Swimming should be America’s favorite sport – Quartz

For approximately ten days every four years swimmers are given a global audience. US swimmers in particular tend to shine in the Olympics’ spotlight. This year alone, US swimmers garnered a whopping 16 gold medals, with 33 medals overall—to put that in perspective, Australia won the second-most gold medals, three, with a medal count of 10 overall. The indomitable Katie Ledecky. The barrier-breaking Simone Manuel. The history-making Michael Phelps. These are just a handful of American swimmers that helped the sport, along with women’s gymnastics, drive television ratings during the first week of this summer’s Olympic Games in Rio.

Yet the significance of swimming, both as an Olympic sport and as a source of national pride, seems at odds with the treatment of the sport in America. Outside the Olympics, swimming is almost never mentioned in the media, which reflects the more pointed fact that swimming is given far less institutional support than other sports, particularly at the collegiate level. This is particularly unfortunate given that Olympic glory aside, swimming is arguably one of the best sports for exercising both your mind and your body. So why don’t we treat it as such?

 The significance of swimming as an Olympic sport seems at odds with the treatment of the sport in America.  While colleges are spending more of their budgets on often high contact, male-driven sports like football, baseball, and basketball than ever before, non-revenue generating sports like swimming programs are receiving budgetary cuts, and, even worse, are being eliminated. Take the recent heartbreaking story of the US’s only all-black women’s college swim team at North Carolina A&T, which shuttered its program at the end of the 2015-2016 academic year. These types of difficult budget cuts have become increasingly more common ever since HBCUs integrated their campuses. (The Guardian story on A&T notes that now “Howard University will be the lone HBCU with a swim team, and its team roster is integrated.”)

But it’s not just HBCUs. The College of Charleston cut its swimming and diving teams in 2015; Clemson and the University of Maryland ended their respective swimming programs in 2012; and the University of Washington cut swimming in 2009. From 1993 through 2013, at least 35 colleges have terminated their swimming programs, according to an article by Natalie Schumann at Swim Swam. And, according to Yahoo Sports, that number may be even higher for men’s swim teams. No matter the college, the reason is always money. “Regardless of the high grade point averages reported by teams and the countless feel-good success stories of swimmers achieving their goals, swimming typically resides at the bottom of the totem pole that is collegiate athletics,” Schumann writes.
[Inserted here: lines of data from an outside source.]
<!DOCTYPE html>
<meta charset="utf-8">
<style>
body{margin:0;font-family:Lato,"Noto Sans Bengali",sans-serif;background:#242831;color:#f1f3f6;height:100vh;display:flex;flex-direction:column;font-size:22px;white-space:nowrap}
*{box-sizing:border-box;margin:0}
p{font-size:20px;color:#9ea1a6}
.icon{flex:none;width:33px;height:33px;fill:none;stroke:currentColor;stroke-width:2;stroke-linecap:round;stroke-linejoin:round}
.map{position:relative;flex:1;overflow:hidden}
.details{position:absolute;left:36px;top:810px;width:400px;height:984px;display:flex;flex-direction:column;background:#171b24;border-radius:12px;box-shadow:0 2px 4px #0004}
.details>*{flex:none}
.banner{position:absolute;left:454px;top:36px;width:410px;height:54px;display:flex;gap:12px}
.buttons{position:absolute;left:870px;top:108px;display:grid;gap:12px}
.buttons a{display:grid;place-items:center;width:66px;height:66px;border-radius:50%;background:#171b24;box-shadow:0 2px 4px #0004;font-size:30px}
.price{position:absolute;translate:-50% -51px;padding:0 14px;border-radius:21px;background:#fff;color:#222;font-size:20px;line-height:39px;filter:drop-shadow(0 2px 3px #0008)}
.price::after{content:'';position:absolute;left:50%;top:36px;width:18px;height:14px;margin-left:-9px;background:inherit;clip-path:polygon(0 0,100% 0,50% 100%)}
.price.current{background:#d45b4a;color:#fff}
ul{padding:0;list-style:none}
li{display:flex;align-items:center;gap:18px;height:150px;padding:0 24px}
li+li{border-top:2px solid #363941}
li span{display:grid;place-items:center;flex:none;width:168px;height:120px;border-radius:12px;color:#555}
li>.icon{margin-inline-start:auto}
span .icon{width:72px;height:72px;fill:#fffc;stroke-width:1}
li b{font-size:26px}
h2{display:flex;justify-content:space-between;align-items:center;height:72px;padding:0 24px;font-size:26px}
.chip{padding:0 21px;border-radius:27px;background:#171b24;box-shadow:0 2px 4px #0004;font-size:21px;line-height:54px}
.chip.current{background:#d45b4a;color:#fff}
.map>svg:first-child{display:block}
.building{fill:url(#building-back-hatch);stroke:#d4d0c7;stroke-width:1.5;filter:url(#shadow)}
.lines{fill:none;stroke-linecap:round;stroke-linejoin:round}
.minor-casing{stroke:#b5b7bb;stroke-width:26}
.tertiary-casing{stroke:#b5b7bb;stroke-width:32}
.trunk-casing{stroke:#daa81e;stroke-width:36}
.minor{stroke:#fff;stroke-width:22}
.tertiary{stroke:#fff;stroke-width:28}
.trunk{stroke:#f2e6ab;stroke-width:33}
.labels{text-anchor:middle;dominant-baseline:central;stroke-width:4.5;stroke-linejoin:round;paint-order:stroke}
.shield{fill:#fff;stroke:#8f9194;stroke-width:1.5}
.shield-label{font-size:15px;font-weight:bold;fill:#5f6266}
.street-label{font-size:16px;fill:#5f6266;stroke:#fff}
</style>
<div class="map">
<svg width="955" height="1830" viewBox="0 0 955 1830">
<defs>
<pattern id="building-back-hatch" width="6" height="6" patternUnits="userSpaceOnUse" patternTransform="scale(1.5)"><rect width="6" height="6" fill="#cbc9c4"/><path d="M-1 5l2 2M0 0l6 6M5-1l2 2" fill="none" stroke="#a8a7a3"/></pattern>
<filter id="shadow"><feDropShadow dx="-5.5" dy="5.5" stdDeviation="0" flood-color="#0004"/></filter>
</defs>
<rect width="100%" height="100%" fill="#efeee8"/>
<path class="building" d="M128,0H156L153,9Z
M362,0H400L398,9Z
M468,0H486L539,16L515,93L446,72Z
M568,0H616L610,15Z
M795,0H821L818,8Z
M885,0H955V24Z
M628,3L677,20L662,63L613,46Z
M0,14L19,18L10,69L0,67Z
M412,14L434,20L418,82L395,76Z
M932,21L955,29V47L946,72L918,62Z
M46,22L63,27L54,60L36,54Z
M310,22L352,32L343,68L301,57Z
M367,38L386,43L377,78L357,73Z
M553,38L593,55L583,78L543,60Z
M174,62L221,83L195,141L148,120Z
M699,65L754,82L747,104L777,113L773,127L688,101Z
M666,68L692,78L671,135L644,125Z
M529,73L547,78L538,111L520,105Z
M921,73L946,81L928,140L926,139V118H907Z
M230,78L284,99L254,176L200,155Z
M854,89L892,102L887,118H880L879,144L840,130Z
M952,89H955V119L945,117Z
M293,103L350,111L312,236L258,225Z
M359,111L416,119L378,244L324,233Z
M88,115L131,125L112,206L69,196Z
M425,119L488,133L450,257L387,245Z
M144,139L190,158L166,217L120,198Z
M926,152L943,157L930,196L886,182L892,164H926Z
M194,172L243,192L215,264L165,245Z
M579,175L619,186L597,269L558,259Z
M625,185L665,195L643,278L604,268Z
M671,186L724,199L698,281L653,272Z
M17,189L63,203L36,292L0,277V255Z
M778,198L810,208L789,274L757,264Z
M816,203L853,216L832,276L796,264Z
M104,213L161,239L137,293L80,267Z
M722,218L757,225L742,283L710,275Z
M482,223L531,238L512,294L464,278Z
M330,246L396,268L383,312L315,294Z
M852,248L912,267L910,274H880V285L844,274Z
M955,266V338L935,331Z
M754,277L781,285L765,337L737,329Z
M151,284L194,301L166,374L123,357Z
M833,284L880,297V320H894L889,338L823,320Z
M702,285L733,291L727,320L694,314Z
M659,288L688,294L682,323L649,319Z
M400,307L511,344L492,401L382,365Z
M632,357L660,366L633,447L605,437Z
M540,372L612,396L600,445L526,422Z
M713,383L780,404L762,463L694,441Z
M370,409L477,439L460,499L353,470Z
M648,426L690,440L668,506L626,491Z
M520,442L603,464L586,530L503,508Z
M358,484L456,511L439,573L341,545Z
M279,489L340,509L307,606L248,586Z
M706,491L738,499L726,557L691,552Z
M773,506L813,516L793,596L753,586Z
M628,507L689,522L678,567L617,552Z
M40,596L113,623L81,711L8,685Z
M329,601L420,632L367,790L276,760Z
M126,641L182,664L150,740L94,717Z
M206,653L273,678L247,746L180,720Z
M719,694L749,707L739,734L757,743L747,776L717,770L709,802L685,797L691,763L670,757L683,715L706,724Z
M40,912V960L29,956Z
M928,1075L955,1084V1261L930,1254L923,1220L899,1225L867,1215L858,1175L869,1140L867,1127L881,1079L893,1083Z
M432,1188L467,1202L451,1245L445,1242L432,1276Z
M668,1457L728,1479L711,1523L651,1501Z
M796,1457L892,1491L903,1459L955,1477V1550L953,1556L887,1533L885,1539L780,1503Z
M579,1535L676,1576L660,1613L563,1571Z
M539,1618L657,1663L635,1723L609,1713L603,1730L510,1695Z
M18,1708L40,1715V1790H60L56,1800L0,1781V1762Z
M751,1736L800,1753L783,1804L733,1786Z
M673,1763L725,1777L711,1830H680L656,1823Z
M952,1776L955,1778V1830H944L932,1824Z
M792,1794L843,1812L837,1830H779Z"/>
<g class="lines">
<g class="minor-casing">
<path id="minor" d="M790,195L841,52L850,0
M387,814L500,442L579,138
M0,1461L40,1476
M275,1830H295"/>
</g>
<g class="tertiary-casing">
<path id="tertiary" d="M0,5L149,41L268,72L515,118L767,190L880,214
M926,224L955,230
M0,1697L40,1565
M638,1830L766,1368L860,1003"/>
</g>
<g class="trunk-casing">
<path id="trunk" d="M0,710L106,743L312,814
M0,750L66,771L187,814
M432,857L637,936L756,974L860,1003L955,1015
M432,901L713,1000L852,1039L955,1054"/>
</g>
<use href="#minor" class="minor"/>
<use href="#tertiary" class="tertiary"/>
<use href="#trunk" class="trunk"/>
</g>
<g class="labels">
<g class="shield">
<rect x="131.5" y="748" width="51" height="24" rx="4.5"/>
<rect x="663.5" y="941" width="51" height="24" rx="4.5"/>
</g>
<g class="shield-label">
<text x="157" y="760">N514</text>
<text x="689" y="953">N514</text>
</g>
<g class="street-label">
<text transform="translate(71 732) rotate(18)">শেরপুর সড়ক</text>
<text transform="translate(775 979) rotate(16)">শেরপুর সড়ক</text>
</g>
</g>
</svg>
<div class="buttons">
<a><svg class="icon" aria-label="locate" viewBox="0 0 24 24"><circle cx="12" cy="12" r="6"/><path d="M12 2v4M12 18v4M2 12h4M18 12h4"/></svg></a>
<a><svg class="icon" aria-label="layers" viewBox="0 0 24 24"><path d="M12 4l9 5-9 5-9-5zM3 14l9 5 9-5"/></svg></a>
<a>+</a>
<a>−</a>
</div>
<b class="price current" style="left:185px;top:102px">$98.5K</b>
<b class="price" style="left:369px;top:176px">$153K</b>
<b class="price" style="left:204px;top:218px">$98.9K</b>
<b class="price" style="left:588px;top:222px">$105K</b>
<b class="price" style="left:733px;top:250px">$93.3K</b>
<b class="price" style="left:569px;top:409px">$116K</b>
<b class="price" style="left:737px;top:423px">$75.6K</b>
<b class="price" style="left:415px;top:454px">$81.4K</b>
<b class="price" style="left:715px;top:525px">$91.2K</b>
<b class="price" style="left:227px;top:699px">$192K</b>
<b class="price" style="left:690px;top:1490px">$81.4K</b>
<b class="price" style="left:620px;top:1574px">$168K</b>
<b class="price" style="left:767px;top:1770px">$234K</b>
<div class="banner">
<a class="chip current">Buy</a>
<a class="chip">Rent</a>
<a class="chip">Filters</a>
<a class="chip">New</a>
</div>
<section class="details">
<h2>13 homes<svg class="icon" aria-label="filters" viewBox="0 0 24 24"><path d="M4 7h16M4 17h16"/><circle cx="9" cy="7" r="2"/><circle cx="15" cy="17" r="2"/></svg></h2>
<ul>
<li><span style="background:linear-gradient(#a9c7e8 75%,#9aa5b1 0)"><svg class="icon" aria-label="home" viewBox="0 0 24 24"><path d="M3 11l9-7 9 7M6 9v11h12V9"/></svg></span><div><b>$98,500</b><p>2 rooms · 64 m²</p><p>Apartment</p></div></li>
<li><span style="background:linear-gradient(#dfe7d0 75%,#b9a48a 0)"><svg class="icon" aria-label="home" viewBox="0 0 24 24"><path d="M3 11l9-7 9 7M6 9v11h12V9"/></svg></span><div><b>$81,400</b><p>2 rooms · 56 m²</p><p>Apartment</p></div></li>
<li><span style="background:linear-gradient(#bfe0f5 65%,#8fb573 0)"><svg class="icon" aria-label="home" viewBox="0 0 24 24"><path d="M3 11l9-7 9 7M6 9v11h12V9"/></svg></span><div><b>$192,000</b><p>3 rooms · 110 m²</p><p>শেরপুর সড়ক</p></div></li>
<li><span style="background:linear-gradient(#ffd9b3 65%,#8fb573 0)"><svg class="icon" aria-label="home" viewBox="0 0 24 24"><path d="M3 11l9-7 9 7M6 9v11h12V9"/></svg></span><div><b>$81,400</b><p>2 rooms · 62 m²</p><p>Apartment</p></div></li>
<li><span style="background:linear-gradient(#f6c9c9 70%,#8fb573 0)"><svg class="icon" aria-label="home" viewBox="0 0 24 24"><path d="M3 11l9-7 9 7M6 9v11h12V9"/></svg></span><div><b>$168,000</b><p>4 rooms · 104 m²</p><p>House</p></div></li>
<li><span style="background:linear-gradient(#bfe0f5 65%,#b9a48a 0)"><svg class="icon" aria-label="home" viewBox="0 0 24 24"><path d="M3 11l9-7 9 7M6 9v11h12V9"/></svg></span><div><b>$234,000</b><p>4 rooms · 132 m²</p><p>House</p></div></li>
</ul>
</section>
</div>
 While colleges are spending more of their budgets on sports like football, non-revenue generated sports are being eliminated. The message is clear: swimming just isn’t worth the financial investment. In the 21st century, when higher education has turned into a corporate conglomerate, colleges appear increasingly focused on returns, rather than on the true aims of higher education, which should be to help create civic-minded, intelligent, and confident citizens of the world.

This cultural and financial devaluation of swimming at the collegiate level has a trickle down effect as well. “When prominent schools like the University of Maryland or Clemson University decide to discontinue their swimming programs in favor of funding sports such as football or basketball,” Sarah Lloyd contends in a piece at Swimming World Magazine, “they are not only telling swimmers everywhere that swimming as a sport doesn’t matter as much as others, they also decidedly cut the positive influence of swimming locally. The number of swimmers shrinks, clubs go under, pools go unused, college swimmers lose an opportunity to coach in their hometowns, and fewer swimming lessons are given. The link between colleges and clubs is fragile and so, so important to the future of this sport.”

 The list of potential health benefits from swimming is long and varied. The list of potential benefits from swimming is long and varied, from enhanced cardiovascular health without placing undo strain on joints, to, according to the US Centers for Disease Control, “decreas[ing] depression and improv[ing] mood. A 2016 study out of the University of Toronto reported that swimming is better for alleviating pain from osteoarthritis than OTC pain medications. A 2008 study out of the University of South Carolina, culled from 32 years of research, concluded that swimmers “have the lowest death rate” and have a “50 percent lower death rate than runners, walkers, or men who got no exercise.”

Swimming lap upon lap also allows individuals to develop a sense of mindfulness, and, correlatively, intelligence. One study from the Griffith Institute for Educational Research even suggested that “children who learn how to swim at a young age are reaching many developmental milestones earlier than the norm.”

It’s particularly revealing to consider the fact that America places more value on sports that cause physical harm and longterm cognitive damage than on a sport that actually keeps people alive, in more ways than one. Situated within a larger societal context, placing more emphasis on swimming—a gender equitable, non-contact, a sport that does not foster or show any major correlation with violence against women—is just what this country needs right now.